Clinton will discuss the blockbuster cases before the court this term, according to a Clinton campaign aide familiar with the speech, to hammer home the importance of electing a Democratic president in order to protect the party’s top priorities. Those cases include one about abortion access and another on President Barack Obama’s executive actions on immigration.
“Given the range of cases currently before the Court—on everything from immigration to a women’s right to choose, affirmative action to voting rights—Clinton will say that the core pillars of the progressive movement are at risk of being upended by the Court in a single term,” the aide said in an email. She will remind voters that the next president will likely make additional nominations to the court, beyond filling the seat of the late Justice Antonin Scalia.

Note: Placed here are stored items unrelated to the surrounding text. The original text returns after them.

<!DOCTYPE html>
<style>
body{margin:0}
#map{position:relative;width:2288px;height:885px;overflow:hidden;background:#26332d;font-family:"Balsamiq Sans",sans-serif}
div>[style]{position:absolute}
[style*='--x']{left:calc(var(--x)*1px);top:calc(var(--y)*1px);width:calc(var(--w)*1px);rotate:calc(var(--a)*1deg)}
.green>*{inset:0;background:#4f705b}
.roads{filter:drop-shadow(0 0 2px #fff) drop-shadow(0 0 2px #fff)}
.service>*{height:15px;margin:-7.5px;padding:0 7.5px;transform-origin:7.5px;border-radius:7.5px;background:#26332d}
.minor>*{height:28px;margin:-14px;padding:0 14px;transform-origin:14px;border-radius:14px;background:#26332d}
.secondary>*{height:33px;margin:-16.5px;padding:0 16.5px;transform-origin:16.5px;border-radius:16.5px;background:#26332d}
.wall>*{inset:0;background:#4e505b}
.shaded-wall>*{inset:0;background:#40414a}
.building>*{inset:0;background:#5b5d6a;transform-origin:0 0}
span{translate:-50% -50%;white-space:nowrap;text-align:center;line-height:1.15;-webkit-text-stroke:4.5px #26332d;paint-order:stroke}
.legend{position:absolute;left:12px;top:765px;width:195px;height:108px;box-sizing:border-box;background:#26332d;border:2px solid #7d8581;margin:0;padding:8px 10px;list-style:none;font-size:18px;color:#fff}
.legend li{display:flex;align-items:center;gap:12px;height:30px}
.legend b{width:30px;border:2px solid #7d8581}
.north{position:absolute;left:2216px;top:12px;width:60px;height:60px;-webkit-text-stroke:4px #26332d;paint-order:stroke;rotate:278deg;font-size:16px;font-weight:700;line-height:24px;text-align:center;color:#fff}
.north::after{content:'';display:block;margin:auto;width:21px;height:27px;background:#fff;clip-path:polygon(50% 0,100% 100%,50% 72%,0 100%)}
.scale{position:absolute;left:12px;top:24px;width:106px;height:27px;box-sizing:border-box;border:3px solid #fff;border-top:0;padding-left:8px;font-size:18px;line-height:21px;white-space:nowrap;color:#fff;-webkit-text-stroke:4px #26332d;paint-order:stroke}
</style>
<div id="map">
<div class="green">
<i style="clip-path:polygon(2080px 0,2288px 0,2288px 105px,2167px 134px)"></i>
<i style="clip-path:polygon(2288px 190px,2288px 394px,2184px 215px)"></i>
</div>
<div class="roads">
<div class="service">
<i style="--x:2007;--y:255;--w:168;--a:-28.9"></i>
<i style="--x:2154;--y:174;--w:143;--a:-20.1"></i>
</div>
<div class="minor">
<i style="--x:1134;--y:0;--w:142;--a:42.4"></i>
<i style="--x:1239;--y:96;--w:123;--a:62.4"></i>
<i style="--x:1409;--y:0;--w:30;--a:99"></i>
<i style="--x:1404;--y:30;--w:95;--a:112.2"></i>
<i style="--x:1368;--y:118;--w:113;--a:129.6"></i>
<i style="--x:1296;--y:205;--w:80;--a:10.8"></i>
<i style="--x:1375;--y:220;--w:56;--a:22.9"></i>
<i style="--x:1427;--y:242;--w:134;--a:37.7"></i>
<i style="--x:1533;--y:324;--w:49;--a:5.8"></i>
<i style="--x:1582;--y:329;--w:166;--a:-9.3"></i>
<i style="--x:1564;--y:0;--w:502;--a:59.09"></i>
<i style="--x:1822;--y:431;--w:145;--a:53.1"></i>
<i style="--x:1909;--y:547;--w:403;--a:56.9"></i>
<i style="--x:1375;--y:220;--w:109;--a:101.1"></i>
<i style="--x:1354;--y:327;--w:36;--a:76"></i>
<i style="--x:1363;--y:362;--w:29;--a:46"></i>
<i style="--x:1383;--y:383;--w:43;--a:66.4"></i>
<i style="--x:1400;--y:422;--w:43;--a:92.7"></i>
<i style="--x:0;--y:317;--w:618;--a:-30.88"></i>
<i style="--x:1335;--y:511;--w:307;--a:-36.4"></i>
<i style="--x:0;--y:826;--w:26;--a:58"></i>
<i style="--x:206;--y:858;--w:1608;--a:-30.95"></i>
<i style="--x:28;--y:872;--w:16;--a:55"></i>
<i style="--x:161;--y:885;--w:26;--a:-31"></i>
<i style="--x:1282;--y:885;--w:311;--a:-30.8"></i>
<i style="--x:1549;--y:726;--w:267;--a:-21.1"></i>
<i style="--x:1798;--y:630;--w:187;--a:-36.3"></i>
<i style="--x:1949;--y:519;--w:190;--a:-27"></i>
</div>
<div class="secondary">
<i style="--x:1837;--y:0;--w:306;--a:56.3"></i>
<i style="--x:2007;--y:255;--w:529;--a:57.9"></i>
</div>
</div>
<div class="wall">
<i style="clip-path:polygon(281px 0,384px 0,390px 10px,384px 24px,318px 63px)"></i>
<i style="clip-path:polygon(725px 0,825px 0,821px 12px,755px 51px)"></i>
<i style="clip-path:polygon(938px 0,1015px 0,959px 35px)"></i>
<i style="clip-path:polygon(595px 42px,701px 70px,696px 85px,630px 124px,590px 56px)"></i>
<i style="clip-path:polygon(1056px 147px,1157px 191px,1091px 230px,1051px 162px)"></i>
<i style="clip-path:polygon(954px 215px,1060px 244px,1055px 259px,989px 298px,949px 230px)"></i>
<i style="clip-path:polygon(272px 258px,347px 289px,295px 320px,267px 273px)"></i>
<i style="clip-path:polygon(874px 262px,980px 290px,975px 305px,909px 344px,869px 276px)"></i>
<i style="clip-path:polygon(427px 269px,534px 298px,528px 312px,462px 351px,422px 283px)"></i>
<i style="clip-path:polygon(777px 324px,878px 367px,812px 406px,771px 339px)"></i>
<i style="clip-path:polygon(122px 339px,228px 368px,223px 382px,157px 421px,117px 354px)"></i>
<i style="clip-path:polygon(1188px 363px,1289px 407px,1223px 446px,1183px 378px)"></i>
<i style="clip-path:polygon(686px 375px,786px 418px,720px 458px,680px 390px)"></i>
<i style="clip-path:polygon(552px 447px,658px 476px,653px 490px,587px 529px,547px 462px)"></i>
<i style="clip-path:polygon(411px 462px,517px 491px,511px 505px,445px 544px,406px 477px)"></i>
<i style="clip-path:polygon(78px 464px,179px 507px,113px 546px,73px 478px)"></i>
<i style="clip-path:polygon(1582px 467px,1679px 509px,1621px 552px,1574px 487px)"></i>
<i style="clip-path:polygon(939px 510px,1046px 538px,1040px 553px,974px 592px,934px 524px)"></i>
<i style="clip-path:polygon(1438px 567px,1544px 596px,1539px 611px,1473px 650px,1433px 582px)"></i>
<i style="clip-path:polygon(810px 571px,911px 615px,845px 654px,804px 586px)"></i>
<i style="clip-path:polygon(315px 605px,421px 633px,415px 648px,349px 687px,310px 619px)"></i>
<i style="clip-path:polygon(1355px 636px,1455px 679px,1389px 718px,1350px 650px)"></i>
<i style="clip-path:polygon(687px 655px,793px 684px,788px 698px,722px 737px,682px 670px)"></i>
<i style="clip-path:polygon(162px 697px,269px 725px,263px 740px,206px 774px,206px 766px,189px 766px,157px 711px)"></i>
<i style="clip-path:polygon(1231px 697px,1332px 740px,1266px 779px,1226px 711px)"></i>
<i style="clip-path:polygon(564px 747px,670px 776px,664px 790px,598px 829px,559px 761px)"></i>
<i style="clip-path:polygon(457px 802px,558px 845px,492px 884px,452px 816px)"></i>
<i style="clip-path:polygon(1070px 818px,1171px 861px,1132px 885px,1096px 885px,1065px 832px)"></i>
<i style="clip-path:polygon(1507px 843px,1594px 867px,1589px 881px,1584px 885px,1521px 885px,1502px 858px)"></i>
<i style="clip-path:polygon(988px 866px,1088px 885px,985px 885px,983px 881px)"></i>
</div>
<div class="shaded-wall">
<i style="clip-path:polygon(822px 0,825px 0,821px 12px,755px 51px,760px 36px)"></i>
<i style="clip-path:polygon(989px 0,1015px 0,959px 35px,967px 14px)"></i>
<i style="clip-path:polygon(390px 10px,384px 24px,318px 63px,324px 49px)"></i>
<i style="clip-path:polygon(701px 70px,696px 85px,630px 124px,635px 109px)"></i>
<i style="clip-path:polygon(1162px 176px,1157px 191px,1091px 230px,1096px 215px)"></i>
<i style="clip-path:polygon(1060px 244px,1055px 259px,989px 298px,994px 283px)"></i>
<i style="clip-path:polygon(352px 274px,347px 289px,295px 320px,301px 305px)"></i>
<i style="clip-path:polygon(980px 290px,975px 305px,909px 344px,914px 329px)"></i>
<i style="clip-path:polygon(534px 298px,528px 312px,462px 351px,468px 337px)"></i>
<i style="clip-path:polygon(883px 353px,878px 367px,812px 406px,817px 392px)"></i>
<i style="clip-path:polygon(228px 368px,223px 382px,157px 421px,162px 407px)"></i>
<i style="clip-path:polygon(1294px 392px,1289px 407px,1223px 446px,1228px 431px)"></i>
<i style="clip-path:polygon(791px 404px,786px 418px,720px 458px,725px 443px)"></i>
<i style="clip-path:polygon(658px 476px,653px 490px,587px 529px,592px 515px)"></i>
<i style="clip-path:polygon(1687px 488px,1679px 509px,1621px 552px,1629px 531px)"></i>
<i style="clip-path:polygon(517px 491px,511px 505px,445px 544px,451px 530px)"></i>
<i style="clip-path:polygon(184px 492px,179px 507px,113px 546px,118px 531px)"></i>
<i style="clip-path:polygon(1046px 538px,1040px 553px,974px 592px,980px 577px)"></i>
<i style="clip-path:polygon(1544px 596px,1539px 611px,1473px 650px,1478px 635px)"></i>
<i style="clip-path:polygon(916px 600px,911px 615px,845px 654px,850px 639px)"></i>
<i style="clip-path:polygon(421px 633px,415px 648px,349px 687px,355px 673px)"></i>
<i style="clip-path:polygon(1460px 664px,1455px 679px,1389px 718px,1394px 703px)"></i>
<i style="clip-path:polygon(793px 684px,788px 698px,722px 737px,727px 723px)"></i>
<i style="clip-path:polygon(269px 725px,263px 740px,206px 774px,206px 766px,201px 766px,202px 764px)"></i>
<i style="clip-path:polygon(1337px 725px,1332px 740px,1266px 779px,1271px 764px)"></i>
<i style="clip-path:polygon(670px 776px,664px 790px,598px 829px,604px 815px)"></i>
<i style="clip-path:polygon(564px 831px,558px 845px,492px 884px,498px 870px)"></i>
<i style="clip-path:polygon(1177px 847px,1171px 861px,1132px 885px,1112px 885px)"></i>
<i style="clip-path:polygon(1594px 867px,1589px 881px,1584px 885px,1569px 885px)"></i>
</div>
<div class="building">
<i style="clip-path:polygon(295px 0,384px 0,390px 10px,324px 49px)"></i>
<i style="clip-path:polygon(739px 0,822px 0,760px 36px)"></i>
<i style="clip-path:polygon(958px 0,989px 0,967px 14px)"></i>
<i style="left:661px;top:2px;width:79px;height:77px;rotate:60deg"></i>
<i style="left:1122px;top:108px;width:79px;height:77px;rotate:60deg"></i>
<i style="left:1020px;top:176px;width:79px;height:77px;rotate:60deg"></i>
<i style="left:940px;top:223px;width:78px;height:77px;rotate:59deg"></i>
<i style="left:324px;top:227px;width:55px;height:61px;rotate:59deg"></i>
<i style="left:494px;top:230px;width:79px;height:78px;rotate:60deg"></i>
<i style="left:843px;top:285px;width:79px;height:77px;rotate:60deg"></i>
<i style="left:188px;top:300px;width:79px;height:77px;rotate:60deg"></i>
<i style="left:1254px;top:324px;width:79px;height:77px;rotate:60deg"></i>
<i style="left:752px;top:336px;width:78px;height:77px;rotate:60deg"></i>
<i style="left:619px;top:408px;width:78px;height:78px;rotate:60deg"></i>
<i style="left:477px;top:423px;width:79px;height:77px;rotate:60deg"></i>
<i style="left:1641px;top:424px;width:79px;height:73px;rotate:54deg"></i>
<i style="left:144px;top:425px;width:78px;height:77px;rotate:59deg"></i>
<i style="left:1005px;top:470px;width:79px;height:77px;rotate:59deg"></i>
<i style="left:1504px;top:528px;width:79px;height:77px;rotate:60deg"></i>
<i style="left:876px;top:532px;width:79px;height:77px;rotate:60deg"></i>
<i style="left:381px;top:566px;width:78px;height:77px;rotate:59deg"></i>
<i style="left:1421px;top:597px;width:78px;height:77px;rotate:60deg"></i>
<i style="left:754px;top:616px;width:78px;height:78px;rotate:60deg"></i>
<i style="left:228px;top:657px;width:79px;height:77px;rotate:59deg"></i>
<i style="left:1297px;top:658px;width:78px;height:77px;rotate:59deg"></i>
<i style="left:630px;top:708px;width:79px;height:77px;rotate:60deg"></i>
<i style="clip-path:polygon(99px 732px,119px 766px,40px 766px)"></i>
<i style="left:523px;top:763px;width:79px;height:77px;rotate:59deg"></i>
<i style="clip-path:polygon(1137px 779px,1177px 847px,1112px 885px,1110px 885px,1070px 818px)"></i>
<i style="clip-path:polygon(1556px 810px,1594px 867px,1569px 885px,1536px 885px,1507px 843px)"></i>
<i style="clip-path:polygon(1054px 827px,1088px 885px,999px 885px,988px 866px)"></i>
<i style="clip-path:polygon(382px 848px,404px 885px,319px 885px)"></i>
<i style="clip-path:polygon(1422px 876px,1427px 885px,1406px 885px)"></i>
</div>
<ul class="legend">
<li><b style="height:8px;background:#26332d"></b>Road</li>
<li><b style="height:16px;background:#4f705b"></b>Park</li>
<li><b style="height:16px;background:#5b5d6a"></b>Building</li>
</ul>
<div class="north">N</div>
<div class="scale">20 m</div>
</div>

Clinton will also discuss the current confirmation battle surrounding Merrick Garland, Obama’s nominee to replace Scalia. Clinton plans to argue that “it is critically important that Senate Republicans not be allowed to succeed in their strategy of refusing to consider the President’s nominee,” according to the aide.
The speech, which will also address Donald Trump and the dangers his hypothetical Supreme Court nominees could pose to progressive causes, will likely be seen as a pivot to the general election. Clinton’s Democratic primary opponent, Bernie Sanders, swept three races over the weekend and is hoping to score an upset against Clinton in Wisconsin on April 5. But Clinton still holds a substantial lead over Sanders in the pledged delegate count, 1,243 to 975, with 2,383 delegates needed to clinch the Democratic nomination.